Oruç çeşitli dinlerde farklı şekillerde uygulanmaktadır. Kimisinde sadece belli gıdalara karşı uygulanan bir perhiz olarak algılanmakta ve haftanın ve yılın belli günlerinde bazı gıdalar alınmamaktadır. Kimisinde ise oruç, günün belli bir kısmını değil tamamını kapsamaktadır. Perhizden, kesintisiz bütün gün hiçbir şey yememe ve içmemeye kadar ve yılda sadece bir günden kırk ve elli güne kadar devam eden oruç şekilleri vardır. Hıristiyan rahip, rahibe ve keşişlerinde olduğu gibi ömür boyu süren evlenmeme orucu da bulunmaktadır.
Budizmde temel hedef sonsuz kurtuluşa yani Nirvana'ya ulaşmaktır. Nirvana'ya engel olan tek şey ise arzulardır. Kurtuluş ancak arzuları terk etmekle sağlanır ve arzulardan kurtulmanın birinci yolu da oruç tutmaktır. Jainizm'de oruç 40 günlük bir süreyi kapsar ve kuralları oldukça ağırdır.

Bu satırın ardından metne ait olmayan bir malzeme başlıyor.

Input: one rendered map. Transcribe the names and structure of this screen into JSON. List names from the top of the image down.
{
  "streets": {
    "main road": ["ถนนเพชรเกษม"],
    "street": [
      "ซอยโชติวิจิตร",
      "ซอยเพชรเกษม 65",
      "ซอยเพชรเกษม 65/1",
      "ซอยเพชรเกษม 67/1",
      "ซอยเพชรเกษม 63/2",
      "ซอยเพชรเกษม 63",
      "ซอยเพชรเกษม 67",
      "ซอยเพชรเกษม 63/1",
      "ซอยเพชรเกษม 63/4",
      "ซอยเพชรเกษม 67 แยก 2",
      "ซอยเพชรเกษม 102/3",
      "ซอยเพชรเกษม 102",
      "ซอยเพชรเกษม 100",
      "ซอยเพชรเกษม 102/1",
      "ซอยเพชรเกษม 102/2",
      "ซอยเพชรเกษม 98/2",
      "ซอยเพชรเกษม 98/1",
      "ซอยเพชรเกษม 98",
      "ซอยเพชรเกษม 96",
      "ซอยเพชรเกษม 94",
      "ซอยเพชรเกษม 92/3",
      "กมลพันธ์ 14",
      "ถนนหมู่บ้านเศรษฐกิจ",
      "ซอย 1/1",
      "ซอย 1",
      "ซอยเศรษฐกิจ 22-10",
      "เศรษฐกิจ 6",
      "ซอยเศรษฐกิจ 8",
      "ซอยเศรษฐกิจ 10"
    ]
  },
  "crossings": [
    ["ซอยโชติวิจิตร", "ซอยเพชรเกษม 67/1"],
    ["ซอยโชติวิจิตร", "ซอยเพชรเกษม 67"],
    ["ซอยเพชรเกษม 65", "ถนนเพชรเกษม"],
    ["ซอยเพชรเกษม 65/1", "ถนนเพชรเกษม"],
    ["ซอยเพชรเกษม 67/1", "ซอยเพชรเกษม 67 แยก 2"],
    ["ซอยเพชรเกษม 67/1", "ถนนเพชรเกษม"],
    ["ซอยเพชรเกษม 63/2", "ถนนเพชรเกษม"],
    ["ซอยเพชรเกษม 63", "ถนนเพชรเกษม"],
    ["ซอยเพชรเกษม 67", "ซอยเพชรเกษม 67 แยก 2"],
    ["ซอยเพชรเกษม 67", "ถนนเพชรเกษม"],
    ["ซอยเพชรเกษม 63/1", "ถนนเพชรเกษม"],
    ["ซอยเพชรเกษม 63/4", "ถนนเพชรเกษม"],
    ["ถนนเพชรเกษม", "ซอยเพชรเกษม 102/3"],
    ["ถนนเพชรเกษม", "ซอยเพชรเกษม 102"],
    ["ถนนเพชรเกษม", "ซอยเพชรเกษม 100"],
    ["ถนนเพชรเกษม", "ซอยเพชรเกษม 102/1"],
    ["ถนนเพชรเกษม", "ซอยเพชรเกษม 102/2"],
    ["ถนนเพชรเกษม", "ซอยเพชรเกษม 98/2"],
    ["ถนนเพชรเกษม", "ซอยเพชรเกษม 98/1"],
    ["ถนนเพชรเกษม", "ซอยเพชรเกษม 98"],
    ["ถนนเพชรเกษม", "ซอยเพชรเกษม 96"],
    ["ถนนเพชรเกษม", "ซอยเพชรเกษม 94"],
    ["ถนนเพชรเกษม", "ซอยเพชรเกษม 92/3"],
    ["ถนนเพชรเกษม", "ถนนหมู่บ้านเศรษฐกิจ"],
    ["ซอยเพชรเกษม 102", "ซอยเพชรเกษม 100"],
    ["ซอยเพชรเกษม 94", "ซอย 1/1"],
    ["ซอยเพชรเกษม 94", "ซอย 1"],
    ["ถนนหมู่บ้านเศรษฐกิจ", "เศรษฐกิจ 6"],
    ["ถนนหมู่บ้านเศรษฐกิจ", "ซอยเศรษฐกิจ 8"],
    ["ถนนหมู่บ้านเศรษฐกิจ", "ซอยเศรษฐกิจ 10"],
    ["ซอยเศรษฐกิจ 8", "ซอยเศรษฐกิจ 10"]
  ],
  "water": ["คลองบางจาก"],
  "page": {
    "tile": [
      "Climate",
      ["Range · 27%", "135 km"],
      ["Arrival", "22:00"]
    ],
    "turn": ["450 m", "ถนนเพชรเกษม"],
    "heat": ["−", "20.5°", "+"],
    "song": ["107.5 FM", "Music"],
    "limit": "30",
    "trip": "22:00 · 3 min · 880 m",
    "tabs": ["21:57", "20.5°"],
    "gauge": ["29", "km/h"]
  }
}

Hinduizmde oruç vardır ve belli bazı gıdaları almama yani perhiz şeklindedir. Yılın belli ay ve günlerinde nefsi terbiye için tutulur.
Yahudilikte oruç vardır. Konu ile ilgili olarak incilde şu açıklama yer alır:" Onlar da İsa'ya dediler: Yahya'nın şakirtleri sık sık oruç tutarlar ve dualar ederler; Ferisilerin şakirtleri de böyle yaparlar" (Luka İncili 5/33). Yahudilik'te farz olan oruç yılda bir gün, Yom Kippur denilen kefaret gününde tutulan oruçtur ki yaklaşık 25 saat sürer. Akşam güneşin batışı ile başlayıp ertesi gün akşama kadar devam eder. Bu farz olan orucun dışında Yahudi tarihinin acı günlerinde ve karanlık sayfalarına tekabul eden günlerde matem alameti olarak oruç tutma geleneği de vardır. Bu cümleden olmak üzere Kudüs'ün Babilliler ve Romalılar tarafından işgal ve tahrip edildiği, Mabedin yıkıldığı günleri oruç tutarak yad ederler. Bu oruçlar şafağın sökmesinden akşam ilk yıldızın görünmesine kadar devam eder. Yahudilikte sigara orucu bozmaz.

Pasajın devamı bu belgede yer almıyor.